Modality (str) – The modality name.
return_type (Optional[Union[ReturnType, str]], optional) – The desired return type. Defaults to None.
- Returns:
The list of patients or a pandas DataFrame, depending on the return type.
- Return type:
List[dict[Any, Any]] | pd.DataFrame
- Raises:
AssertionError – If Collection or Modality is None.
- getBodyPartCounts(Collection: str = '', Modality: str = '', return_type: nbiatoolkit.utils.ReturnType | str | None = None) List[dict[Any, Any]] | pandas.DataFrame[source]
- getStudies(Collection: str, PatientID: str = '', StudyInstanceUID: str = '', return_type: nbiatoolkit.utils.ReturnType | str | None = None) List[dict[Any, Any]] | pandas.DataFrame[source]
Retrieves studies from the NBIA API based on the specified parameters.
- Parameters:
Collection (str) – The name of the collection to retrieve studies from.
PatientID (str, optional) – The patient ID to filter the studies by. Defaults to “”.
StudyInstanceUID (str, optional) – The study instance UID to filter the studies by. Defaults to “”.
return_type (Optional[Union[ReturnType, str]], optional) – The desired return type. Defaults to None.
- Returns:
A list of dictionaries or a pandas DataFrame containing the retrieved studies.
- Return type:
List[dict[Any, Any]] | pd.DataFrame
- getSeries(Collection: str = '', PatientID: str = '', StudyInstanceUID: str = '', Modality: str = '', SeriesInstanceUID: str = '', BodyPartExamined: str = '', ManufacturerModelName: str = '', Manufacturer: str = '', return_type: nbiatoolkit.utils.ReturnType | str | None = None) List[dict[Any, Any]] | pandas.DataFrame[source]
- getSeriesMetadata(SeriesInstanceUID: str | list[str], return_type: nbiatoolkit.utils.ReturnType | str | None = None) List[dict[Any, Any]] | pandas.DataFrame[source]
- getNewSeries(Date: str | datetime.datetime, return_type: nbiatoolkit.utils.ReturnType | str | None = None) List[dict[Any, Any]] | pandas.DataFrame[source]
- getDICOMTags(SeriesInstanceUID: str, return_type: nbiatoolkit.utils.ReturnType | str | None = None) List[dict[Any, Any]] | pandas.DataFrame[source]
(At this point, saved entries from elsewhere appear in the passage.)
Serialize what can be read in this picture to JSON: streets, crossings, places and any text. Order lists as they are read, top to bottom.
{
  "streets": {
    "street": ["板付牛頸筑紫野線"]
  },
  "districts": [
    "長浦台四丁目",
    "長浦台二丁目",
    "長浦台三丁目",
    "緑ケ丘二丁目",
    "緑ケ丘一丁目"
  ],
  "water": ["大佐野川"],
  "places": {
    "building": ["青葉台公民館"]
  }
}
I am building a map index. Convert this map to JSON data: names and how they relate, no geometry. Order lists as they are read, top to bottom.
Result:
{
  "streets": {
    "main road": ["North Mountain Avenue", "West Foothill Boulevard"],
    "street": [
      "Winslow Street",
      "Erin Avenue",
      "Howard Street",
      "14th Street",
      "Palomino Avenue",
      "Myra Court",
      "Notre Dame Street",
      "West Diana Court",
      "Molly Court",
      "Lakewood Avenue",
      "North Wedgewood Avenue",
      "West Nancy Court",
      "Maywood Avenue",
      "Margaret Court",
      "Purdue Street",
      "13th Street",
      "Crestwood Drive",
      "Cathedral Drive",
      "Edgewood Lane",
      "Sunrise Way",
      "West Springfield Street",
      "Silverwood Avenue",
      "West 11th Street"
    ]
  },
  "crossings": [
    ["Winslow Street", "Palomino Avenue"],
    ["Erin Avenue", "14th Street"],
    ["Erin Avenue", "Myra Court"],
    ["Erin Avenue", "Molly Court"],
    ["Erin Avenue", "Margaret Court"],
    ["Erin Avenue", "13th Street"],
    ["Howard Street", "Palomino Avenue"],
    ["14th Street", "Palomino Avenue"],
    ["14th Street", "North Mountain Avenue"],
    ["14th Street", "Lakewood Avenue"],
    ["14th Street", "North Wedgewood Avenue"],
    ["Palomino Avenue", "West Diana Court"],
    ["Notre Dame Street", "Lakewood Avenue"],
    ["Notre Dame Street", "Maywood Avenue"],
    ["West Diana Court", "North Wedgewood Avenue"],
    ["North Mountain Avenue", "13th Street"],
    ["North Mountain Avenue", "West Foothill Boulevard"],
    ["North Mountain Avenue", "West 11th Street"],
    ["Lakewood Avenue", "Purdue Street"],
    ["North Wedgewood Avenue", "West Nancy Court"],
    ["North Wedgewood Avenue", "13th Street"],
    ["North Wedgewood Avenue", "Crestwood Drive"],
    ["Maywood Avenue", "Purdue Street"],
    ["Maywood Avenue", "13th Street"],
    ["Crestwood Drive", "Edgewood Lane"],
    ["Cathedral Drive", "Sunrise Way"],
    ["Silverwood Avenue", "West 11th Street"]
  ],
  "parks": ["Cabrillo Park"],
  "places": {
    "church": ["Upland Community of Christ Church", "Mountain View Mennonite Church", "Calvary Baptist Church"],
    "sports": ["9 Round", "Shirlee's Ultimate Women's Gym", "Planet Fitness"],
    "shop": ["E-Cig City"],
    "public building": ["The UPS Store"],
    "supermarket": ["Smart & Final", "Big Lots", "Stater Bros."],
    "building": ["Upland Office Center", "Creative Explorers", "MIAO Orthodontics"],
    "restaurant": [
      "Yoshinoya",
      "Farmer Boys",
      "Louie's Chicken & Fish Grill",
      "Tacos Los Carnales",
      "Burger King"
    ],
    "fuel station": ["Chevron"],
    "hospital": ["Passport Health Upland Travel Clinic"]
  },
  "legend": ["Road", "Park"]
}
- generateFilePathFromDICOMTags(SeriesInstanceUID: str, filePattern: str = '%PatientName/%Modality-%SeriesNumber-%SeriesInstanceUID/%InstanceNumber.dcm') str[source]
Generates a file path from DICOM tags.
- Parameters:
SeriesInstanceUID (str) – The Series Instance UID of the DICOM series.
filePattern (str, optional) – The file pattern to use for generating the file path. Defaults to “%PatientName/%Modality-%SeriesNumber-%SeriesInstanceUID/%InstanceNumber.dcm”.
- Returns:
The generated file path.
- Return type:
str
Note
This only considers the first instance of the series. Meant to be used to determine the dirname of the series files.